ALBUM PREMIERE/INTERVIEW: Eli Cook’s ‘High Dollar Gospel’ Catches Fire & Respects The Traditions

Eli Cook is surely not the first blues singer to evoke legends past and present in his respected genre, but he’s probably one of the few to be guided by a genuine pull of authentic American music. Coming from Albemarle County in Virginia at the Foothills of the Blue Ridge Mountains, Cook grew up listening to the blues, country, classic rock and alternative rock. He grew up with no TV and radio shows like Prairie Home Companion were his Saturday night entertainment. Quite a story for sure, but Cook’s righteous vocals and anthemic guitar work, proves this 31-year-old can play with the best.

Glide is premiering in full, Cook’s seventh album High Dollar Gospel below (out August 18th) which showcases Cook as one of the most fervently emotive singers around anywhere. There are not many artists that can evoke a listener to ask “who is this?” upon first words of a first listen, but Cook seamlessly nails that offering.

Eli Cook explains his album title as “I was brainstorming ideas that would evoke the imagery of the American South. The phrase ‘high-dollar’ is an old one, and ‘gospel’ is the Southern church music that brought us Ray Charles, Aretha Franklin, Sister Rosetta Tharpe and countless other iconic musicians. The two phrases together can have several connotations, but the one I think of is the feeling of disillusionment that seems to be more and more pervasive. I think a lot of young people feel a sense of apathy and a loss in direction, generally speaking. People need inspiration, and it seems like that is becoming harder to come by.”

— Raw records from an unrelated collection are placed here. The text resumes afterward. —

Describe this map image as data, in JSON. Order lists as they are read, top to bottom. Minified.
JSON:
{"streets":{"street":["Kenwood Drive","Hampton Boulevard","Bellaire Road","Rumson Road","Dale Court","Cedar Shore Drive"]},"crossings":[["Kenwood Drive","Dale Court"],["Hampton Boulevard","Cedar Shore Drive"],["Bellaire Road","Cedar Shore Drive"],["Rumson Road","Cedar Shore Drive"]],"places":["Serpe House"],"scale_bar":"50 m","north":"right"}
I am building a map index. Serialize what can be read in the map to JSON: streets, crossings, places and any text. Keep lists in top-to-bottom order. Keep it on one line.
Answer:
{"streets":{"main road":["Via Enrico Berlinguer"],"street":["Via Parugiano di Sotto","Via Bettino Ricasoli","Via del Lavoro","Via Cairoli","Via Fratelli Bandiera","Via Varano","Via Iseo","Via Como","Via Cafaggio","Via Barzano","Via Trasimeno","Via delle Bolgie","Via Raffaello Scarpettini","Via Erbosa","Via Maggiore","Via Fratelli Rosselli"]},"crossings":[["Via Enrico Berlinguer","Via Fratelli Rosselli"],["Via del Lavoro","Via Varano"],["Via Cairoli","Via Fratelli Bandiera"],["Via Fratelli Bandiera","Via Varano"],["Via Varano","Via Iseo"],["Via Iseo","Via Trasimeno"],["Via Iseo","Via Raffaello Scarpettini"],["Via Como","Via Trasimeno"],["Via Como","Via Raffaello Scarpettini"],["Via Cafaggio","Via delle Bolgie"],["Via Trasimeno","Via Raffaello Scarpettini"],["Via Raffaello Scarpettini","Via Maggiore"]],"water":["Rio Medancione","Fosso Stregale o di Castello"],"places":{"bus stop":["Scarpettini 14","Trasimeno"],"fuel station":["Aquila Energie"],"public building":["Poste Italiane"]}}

Produced by Eli Cook at Full Moon Recording Studios in VA, High-Dollar Gospel opens up with a slow bang with “Trouble Maker” – taunting and questioning his muse to join him.  Acoustic picking and slide drive the classic hoedown backs the cautionary tale “The Devil Finds Work.” The haunting “Mixing My Medicine” contains the cavernous sound of a detuned custom 12-string guitar; an instrument played famously by Leadbelly and Blind Willie McTell.  Cook slows down Muddy Waters’ melancholy “Can’t Lose What You Ain’t Never Had” into a terrifying, heart of darkness lament, his voice reaching a bottomless depth of sorrow. The orchestral 12-string guitar underscores the metaphoric boast of “King Of The Mountain” that shows off Eli’s huge growl of a voice with its anthem-like chorus is a showstopper.  Check out our interview with Cook below to find out more about his unique offering of blues dosed with poignant hard rock.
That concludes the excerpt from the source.